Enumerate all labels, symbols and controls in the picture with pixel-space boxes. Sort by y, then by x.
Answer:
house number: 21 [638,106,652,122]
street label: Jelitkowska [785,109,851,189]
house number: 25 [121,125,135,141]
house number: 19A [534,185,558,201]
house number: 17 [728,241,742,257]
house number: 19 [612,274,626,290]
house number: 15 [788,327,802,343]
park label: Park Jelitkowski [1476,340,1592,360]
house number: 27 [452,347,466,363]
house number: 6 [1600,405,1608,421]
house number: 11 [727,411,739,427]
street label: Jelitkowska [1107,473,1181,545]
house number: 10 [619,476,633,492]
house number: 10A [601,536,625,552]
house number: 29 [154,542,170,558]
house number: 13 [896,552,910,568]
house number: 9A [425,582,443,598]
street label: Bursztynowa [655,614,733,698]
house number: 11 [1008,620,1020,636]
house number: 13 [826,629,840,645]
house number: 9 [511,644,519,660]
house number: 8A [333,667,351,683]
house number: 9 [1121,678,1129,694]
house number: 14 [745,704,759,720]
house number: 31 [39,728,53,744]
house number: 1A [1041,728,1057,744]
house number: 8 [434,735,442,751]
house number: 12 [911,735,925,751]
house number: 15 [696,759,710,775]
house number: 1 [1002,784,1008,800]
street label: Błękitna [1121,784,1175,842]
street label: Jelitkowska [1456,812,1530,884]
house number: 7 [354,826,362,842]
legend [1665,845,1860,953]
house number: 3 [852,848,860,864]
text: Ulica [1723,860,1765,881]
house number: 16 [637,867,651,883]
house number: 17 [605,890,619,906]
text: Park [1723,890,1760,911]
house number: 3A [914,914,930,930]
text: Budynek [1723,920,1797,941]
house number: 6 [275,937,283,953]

..............................

• Activity: Copy out each line of the material in which the word "text" turns up.

• Answer box:
text: Ulica [1723,860,1765,881]
text: Park [1723,890,1760,911]
text: Budynek [1723,920,1797,941]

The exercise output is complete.